When Authority Figures Unwittingly Foster Failure
Let me start with a favorite song. I’m not sure if many millennials or GenZs are familiar with the 1983 movie, Flashdance. The plot revolves around a working class woman, a welder called Alex, who wishes to break into the barricaded world of ballet. Her underdog origins preclude an audition, till her elite boyfriend sets one up. The story is dated and problematic in contemporary times, but if we suspend our “woke” selves for a brief spell, it’s a heartwarming romcom. I’m not dwelling on the movie as much as on its hit song – What a Feeling sung by Irene Cara.
In the video, the nervy Alex faces a group of stiff judges, all of whom look markedly old-fangled. Signifying how forbidding Establishments and Institutions must seem to fearful outsiders, especially to those pulsing with desire to infiltrate such settings, the judges’ expressions are glassy eyed and discouraging. Before Alex has made a single move, they’re expecting her to falter. They signal distraction: doodling on pads, shunning eye contact, rustling pages, smoking cigars. At first, Alex does trip up. Why wouldn’t she? After all, like in most interview panels or college admission committees, the sheer spectacle of power has distortive effects on candidates or wannabes.
Here’s Alex, the unlikely entrant, voicing her feelings:
First, when there’s nothing
But a slow glowing dream
That your fear seems to hide
Deep inside your mind
All alone, I have cried
Silent tears full of pride
In a world made of steel
Made of stone
Then magically, the dance possesses her. Her passion, nursed for years despite the odds, explodes in faultlessly executed flips and breakdance spins gleaned from Pittsburgh streets. The judges, despite their initial recalcitrance, are riveted. Talent shatters prejudices, and hurrah! a worker outclasses the creaky elite. Then again, that’s a movie. Stories can be whimsically wrapped up with red ribbons and fairytale impulses. Protagonists or hypothetical Best Candidates don’t always crumble gates in the more messy settings that constitute Real Life.

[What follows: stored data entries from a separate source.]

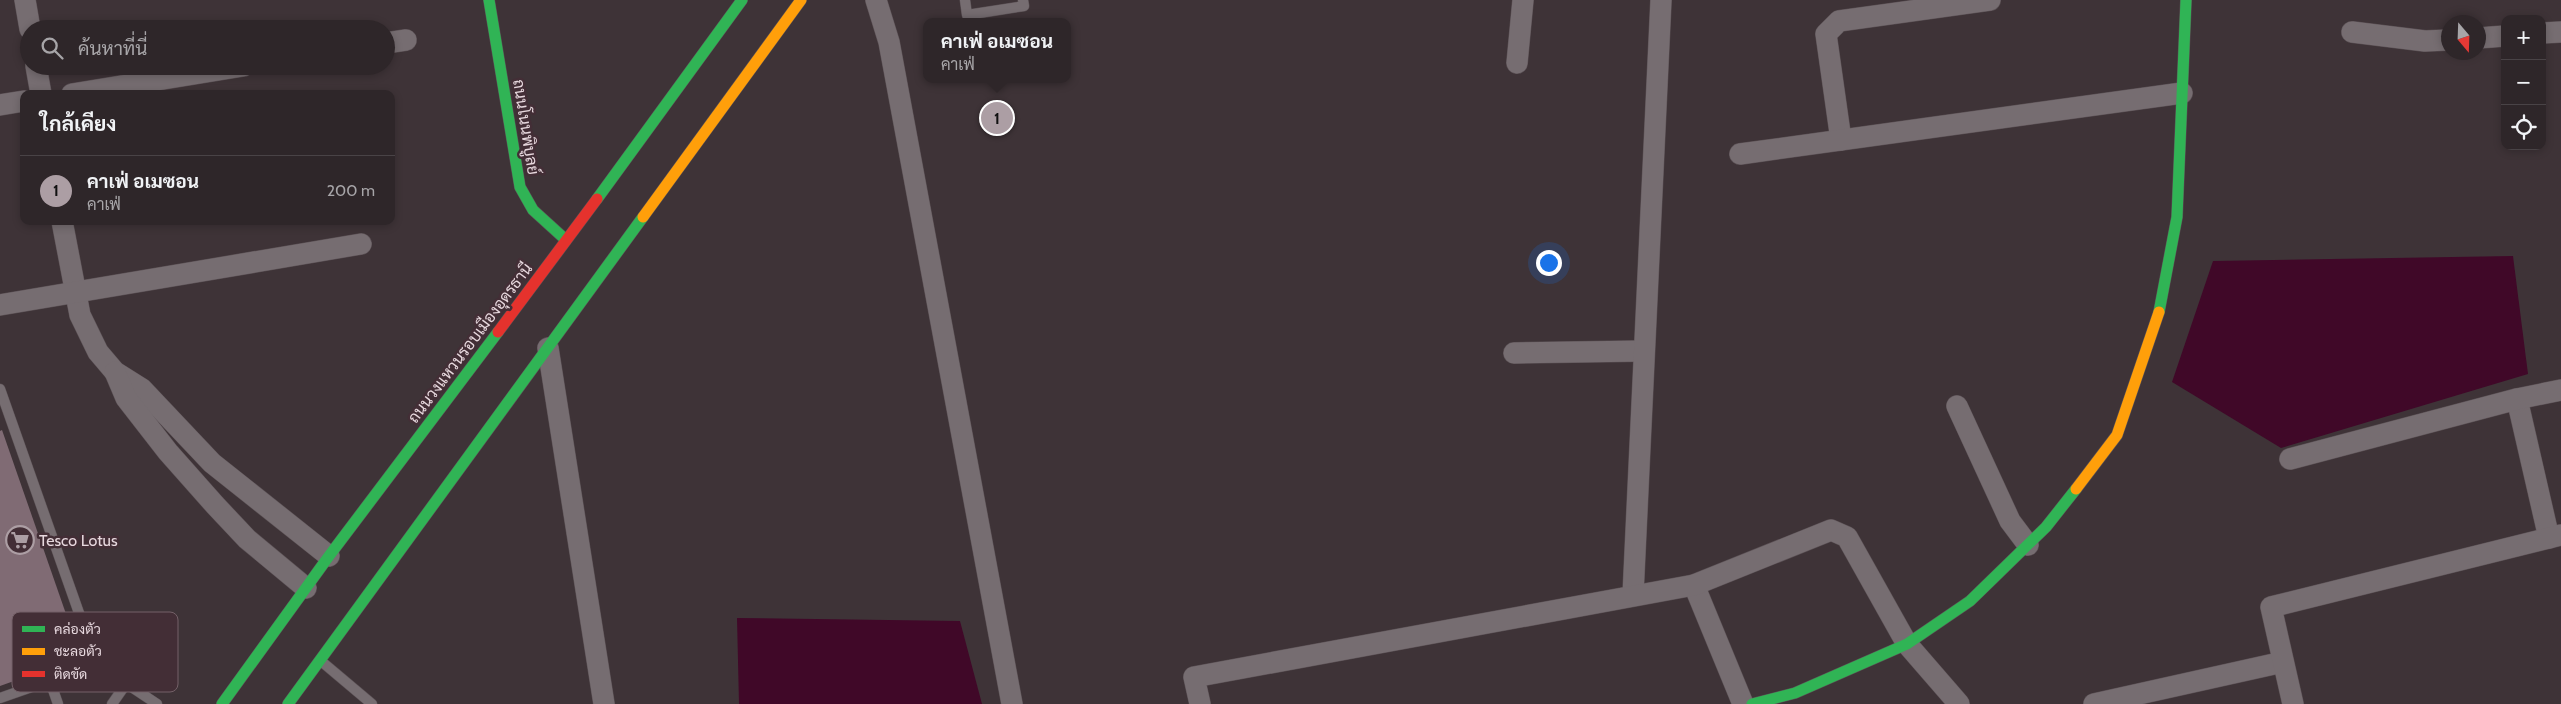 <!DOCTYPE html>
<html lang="th">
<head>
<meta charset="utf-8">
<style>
	body { margin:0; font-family:Cabin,Sarabun,sans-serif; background:#362e31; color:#f1f3f6 }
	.controls { position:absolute; right:15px; top:15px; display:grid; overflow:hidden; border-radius:10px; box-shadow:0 2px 8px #0003 }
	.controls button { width:45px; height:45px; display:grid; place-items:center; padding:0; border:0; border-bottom:1px solid #494346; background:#2e2629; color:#f1f3f6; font:25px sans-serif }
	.compass { position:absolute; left:2441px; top:15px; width:45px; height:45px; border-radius:50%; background:#2e2629; box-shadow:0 2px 8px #0003; rotate:161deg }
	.you { position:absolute; left:1548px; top:262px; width:18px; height:18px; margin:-12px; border:4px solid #fff; border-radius:50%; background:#1a73e8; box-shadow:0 0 0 8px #1a73e833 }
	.badge { display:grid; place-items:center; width:32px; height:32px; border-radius:50%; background:#ac9ea4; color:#111; font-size:16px; font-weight:700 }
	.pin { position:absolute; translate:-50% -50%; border:2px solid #fff; box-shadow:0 1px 5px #0006 }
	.popup { position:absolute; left:923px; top:18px; width:148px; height:65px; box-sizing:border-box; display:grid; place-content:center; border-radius:10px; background:#2e2629; filter:drop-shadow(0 1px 4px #0005); font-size:16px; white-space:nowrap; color:#a7a5a8 }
	.popup b { font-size:19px; color:#f1f3f6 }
	.popup::after { content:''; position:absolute; left:50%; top:100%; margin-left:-10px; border:10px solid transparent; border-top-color:#2e2629 }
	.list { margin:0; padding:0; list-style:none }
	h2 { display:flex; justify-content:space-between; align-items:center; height:65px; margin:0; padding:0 20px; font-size:21px }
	h2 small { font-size:16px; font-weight:400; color:#a7a5a8 }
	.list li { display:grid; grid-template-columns:32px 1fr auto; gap:15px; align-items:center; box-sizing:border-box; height:70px; padding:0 20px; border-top:1px solid #494346 }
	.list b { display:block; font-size:19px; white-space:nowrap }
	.list p { margin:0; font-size:16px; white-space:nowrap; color:#a7a5a8 }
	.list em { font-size:16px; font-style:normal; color:#a7a5a8 }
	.icon { flex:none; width:28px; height:28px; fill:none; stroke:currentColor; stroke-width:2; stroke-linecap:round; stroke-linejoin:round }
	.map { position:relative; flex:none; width:2561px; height:704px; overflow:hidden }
	.search { position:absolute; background:#2e2629; box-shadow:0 2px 8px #0003; left:20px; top:20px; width:375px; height:55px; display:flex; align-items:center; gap:12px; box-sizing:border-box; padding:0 18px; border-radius:28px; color:#a7a5a8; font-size:19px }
	.panel { position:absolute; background:#2e2629; box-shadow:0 2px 8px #0003; left:20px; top:90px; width:375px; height:135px; border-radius:10px }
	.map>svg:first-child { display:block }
	.water { fill:#400828 }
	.building { fill:#806b74 }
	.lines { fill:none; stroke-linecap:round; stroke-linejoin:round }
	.lane-casing { stroke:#5b5155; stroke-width:11 }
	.street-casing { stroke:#5b5155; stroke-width:22 }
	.fast-casing { stroke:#5b5155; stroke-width:12 }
	.slow-casing { stroke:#5b5155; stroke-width:12 }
	.jam-casing { stroke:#5b5155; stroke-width:12 }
	.lane { stroke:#766d71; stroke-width:10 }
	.street { stroke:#766d71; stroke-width:21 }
	.fast { stroke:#30b455; stroke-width:11 }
	.slow { stroke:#ff9f0a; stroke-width:11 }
	.jam { stroke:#e5322d; stroke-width:11 }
	.labels { text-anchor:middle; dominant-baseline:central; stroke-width:5; stroke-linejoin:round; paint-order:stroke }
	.street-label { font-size:16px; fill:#e7d8de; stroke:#432e36 }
	.poi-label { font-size:16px; fill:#e7d8de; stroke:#432e36; text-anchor:start }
	.key { fill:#432e36; stroke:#746168; stroke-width:1 }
	.key-label { font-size:14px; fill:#e7d8de }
</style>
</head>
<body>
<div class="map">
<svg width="2561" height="704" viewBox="0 0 2561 704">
	<rect width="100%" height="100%" fill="#3e3337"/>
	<g class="water">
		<polygon points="2513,256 2528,374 2281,448 2172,382 2213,261"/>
		<polygon points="737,618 960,621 982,704 739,704"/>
	</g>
	<polygon class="building" points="2,430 81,657 0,686 0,431"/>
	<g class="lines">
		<defs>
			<g id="lane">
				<polyline points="965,0 967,15 1024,6 1023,0"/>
				<polyline points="0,389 97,664"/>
				<polyline points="321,661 372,704"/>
				<polyline points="50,681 58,704"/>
				<polyline points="0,698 97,664 157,704"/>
				<polyline points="112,704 126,684"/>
			</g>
			<g id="street">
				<polyline points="25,0 30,29"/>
				<polyline points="876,0 889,42 1012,704"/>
				<polyline points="2352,32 2425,41 2448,40"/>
				<polyline points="2542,33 2561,32"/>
				<polyline points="2478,38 2505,36"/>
				<polyline points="386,43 406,40"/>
				<polyline points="1517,63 1523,0"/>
				<polyline points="36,66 41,94"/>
				<polyline points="72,94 243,66"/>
				<polyline points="0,105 24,101"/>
				<polyline points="1841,140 1826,34 1839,21 1990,0"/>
				<polyline points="1740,154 2182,93"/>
				<polyline points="62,221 80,315 98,352 115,372 142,389 212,463 329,556"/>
				<polyline points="0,305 361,244"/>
				<polyline points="548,348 604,704"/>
				<polyline points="1514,353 1643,351"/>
				<polyline points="115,372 126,398 168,452 215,505 247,539 306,588"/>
				<polyline points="2517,399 2549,538"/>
				<polyline points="1957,406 2010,521 2028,545"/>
				<polyline points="2290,459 2517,399 2561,390"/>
				<polyline points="1694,585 1743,704"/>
				<polyline points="1633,595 1661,0"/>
				<polyline points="1200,704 1194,677 1694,585 1831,530 1847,537 1907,644 1959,704"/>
				<polyline points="2094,704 2283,662"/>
				<polyline points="2293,704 2271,607 2561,535"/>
			</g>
			<g id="fast">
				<polyline points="489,0 520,187 533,210 566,240"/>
				<polyline points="597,199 742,0"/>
				<polyline points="2159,312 2177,217 2186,0"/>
				<polyline points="222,704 329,556 498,332"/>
				<polyline points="288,704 643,217"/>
				<polyline points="1752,704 1795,693 1907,644 1970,601 2046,527 2076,489"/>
			</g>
			<g id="slow">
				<polyline points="643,217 801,0"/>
				<polyline points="2076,489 2117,435 2159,312"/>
			</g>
			<polyline id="jam" points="498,332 597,199"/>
		</defs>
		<use href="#lane" class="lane-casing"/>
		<use href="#street" class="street-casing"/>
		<use href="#fast" class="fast-casing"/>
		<use href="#slow" class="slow-casing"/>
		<use href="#jam" class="jam-casing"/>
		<use href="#lane" class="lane"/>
		<use href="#street" class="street"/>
		<use href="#fast" class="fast"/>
		<use href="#slow" class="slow"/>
		<use href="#jam" class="jam"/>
	</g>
	<defs>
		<symbol id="supermarket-ring" viewBox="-11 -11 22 22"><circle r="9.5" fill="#432e36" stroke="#ac9ea4" stroke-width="1.5"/><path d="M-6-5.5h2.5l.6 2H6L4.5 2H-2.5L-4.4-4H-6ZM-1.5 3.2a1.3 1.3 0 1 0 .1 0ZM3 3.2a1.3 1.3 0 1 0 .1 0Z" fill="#ac9ea4"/></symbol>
	</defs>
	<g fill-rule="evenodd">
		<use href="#supermarket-ring" x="4" y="524" width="32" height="32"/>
	</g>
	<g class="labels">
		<g class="street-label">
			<text transform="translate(526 127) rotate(81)">ถนนโนนพิบูลย์</text>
			<text transform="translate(470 343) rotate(-53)">ถนนวงแหวนรอบเมืองอุดรธานี</text>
		</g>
		<g class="poi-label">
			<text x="39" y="540">Tesco Lotus</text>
		</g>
	</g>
	<rect x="12" y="612" width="166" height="80" rx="8" class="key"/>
	<rect x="22" y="626" width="23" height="6" fill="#30b455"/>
	<rect x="22" y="648" width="23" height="7" fill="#ff9f0a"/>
	<rect x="22" y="671" width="23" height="6" fill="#e5322d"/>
	<g class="key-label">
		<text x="54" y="634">คล่องตัว</text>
		<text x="54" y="656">ชะลอตัว</text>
		<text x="54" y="679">ติดขัด</text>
	</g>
</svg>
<div class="controls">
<button>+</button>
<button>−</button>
<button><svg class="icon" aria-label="locate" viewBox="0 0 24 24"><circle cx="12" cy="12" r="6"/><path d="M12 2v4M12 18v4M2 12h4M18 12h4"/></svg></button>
</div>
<svg class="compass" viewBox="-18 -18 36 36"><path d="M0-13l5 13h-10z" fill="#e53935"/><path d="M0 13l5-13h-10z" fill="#a7a5a8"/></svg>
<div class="you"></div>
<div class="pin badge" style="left:997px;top:118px">1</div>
<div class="popup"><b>คาเฟ่ อเมซอน</b>คาเฟ่</div>
<div class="search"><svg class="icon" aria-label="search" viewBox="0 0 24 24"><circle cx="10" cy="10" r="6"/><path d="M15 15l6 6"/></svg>ค้นหาที่นี่</div>
<section class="panel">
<h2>ใกล้เคียง<small></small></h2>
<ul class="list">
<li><span class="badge">1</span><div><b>คาเฟ่ อเมซอน</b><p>คาเฟ่</p></div><em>200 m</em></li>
</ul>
</section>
</div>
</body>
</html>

Beginning with interviews which, as research indicates, are laden with various types of biases. According to a Forbes article, 85 years of research has thrown up one alarming finding: that unstructured interviews are as good as tossing coins in predicting candidate success. Besides, interviewers are fallible human beings, susceptible to a host of explicit and implicit biases. For instance, confirmation biases reinforce preconceived notions that interviewers hold about a candidate. If they believe that someone is “weak with words”, they might overlook any unexpected dexterity demonstrated during the meeting. Then there are affinity biases, which predispose interviewers to people they “like” – which usually means, persons of a similar gender, class, caste, language, age, region, college or other cultural marker.

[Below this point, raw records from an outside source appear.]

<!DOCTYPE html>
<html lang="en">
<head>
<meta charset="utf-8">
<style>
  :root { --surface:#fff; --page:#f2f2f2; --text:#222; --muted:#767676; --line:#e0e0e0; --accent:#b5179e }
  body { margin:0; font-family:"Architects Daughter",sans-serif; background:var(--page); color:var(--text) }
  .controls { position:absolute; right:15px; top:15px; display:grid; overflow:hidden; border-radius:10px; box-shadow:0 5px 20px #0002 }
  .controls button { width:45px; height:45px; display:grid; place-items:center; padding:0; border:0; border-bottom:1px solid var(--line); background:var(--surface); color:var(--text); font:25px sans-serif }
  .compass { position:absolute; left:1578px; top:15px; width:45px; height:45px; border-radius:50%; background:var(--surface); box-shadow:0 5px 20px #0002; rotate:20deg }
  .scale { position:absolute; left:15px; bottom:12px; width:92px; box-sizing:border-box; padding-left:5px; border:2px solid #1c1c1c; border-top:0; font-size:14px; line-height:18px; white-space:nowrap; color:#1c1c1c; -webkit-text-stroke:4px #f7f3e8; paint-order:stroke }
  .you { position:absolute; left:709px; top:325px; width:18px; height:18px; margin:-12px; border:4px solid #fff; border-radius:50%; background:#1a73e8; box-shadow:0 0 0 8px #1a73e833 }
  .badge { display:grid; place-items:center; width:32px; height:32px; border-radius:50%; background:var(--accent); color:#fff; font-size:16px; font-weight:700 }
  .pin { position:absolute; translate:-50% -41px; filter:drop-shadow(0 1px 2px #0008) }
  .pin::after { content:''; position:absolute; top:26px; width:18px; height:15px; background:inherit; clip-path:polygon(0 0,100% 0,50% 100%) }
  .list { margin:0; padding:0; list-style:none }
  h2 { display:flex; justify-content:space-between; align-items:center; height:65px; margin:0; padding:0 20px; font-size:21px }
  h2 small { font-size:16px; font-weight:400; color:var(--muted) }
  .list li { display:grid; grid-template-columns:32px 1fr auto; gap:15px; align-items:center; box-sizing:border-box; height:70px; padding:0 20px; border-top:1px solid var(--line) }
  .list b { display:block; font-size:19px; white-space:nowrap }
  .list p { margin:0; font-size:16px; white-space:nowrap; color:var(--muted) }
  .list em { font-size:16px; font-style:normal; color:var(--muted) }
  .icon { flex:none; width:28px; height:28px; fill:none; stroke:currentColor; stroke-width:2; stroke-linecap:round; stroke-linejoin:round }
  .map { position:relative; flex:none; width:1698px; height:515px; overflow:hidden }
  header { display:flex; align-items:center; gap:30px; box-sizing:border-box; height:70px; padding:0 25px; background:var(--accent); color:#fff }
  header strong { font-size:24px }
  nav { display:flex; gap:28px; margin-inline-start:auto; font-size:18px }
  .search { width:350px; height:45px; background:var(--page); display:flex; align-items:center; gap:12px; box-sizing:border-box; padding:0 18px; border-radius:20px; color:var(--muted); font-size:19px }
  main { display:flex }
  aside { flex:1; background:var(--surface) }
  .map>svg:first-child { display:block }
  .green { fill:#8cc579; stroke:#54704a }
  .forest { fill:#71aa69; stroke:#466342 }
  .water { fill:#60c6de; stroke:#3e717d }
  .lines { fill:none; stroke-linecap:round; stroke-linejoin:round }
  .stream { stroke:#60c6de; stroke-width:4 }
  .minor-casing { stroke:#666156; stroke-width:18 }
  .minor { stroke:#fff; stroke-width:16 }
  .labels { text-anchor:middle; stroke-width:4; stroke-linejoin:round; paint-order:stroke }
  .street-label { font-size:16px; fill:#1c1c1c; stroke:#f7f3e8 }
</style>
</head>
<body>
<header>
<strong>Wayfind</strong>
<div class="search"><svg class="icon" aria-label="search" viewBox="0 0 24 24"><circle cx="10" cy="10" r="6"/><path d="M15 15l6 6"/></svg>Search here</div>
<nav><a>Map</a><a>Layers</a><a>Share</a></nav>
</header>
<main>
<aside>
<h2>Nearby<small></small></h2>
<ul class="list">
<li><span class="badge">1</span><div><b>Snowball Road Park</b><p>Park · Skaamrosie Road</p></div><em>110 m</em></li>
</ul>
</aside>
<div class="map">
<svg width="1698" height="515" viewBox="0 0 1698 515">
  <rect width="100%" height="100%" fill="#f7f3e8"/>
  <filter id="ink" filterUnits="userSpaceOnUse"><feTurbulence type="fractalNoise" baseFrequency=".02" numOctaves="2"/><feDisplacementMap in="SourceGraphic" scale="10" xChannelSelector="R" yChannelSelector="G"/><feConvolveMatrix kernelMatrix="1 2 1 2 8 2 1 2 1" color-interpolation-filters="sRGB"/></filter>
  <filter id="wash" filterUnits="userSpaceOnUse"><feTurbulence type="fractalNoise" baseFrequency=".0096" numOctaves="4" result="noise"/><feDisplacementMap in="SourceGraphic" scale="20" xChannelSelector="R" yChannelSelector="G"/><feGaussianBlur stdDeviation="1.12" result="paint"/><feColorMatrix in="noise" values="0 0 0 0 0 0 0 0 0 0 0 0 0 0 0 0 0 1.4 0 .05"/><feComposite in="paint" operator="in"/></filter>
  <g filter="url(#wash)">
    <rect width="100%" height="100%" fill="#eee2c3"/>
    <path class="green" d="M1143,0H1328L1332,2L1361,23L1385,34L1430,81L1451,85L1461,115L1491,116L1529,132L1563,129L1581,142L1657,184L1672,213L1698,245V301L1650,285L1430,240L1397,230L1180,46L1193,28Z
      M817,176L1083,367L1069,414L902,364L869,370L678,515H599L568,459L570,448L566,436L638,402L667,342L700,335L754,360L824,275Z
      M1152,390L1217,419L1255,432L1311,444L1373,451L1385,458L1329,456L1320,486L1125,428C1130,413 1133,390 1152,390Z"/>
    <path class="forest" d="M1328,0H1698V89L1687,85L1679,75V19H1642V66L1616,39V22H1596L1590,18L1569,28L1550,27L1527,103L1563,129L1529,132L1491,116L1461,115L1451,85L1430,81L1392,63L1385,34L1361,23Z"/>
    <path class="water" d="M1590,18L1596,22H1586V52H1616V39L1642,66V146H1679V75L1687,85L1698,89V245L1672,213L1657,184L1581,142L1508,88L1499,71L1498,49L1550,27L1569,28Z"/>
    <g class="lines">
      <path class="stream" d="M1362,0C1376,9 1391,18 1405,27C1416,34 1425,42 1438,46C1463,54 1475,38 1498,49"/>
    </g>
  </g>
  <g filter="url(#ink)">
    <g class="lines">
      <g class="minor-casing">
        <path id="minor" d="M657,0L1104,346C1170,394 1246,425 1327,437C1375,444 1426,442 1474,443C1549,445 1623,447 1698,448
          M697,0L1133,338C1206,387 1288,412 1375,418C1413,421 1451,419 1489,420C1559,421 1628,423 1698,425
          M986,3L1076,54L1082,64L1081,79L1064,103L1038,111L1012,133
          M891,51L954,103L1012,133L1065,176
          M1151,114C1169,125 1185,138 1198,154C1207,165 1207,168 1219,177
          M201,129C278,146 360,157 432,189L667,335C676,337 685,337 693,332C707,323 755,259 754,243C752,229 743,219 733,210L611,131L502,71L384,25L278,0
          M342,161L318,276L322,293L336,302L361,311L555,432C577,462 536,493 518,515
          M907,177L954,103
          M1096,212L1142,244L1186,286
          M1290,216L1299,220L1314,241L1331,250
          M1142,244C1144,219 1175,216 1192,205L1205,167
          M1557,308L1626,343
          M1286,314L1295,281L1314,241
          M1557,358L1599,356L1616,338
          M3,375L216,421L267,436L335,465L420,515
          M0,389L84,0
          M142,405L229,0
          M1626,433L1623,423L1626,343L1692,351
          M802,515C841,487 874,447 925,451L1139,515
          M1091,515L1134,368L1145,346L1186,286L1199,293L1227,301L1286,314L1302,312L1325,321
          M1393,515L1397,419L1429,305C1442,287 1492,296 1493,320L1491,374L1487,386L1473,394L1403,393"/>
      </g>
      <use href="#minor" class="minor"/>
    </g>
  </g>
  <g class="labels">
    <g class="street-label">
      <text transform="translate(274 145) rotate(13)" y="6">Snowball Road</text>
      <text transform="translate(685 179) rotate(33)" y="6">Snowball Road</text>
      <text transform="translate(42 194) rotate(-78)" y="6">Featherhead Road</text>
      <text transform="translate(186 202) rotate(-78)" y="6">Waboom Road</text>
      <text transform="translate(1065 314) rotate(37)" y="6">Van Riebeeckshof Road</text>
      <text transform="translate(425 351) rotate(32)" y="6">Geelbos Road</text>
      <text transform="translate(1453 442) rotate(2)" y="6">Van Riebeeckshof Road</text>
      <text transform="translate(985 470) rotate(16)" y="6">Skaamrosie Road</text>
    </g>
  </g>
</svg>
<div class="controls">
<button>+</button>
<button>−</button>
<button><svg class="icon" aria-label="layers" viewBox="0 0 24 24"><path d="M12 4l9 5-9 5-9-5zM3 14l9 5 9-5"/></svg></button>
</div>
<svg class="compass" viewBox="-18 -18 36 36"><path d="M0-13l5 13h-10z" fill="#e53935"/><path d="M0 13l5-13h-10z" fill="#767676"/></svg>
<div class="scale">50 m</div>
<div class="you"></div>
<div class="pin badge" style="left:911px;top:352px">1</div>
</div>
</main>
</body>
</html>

Prejudices are not restricted to interviews. Subsequent performance on the job is often determined by manager expectations – with many candidates unable to demonstrate their potential, because their bosses wield low expectations. Such expectations are often communicated by nonverbal means – by gestures and expressions, by exasperated sighs or by tightlipped disapproval. The manner in which all beings including animals are vulnerable to subtle cues was demonstrated by the widely circulated Clever Hans story. In this account, the horse trainer Wilhelm Von Osten claimed that his horse, Clever Hans, could perform remarkable mathematical feats. In other words, Osten was convinced that Clever Hans could add, subtract, multiply, divide et al.
When intrigued researchers visited the horse, they were initially taken aback by the animal’s flair with numbers. After all, the horse, by beating its hoofs on the ground, seemed to correctly answer many arithmetic posers. But closer observations yielded the real workings of the animal’s smarts. The horse was playing close attention to the questioner’s expressions – to very minor non-verbal cues that indicated a certain answer was right. On observing a slight head tilt, Clever Hans tapped out the correct response. When the horse’s eyes were masked, or the interviewer hidden from view, the mathematical wits vanished. The bigger takeaway, however, was the manner in which nonverbal cues affect all of us.
Bosses and parents, who expect poor performance, might unwittingly guide their subordinates or children towards self-fulfilling errors or failure. You can, as the adage goes, lead a horse to the water. If you’re a boss, judge, parent or any other authority figure, your very presence can, without your knowing it, turn the water distasteful. While you certainly can’t make the horse drink, you can cue it to solve clever puzzles or muzzle its strengths altogether.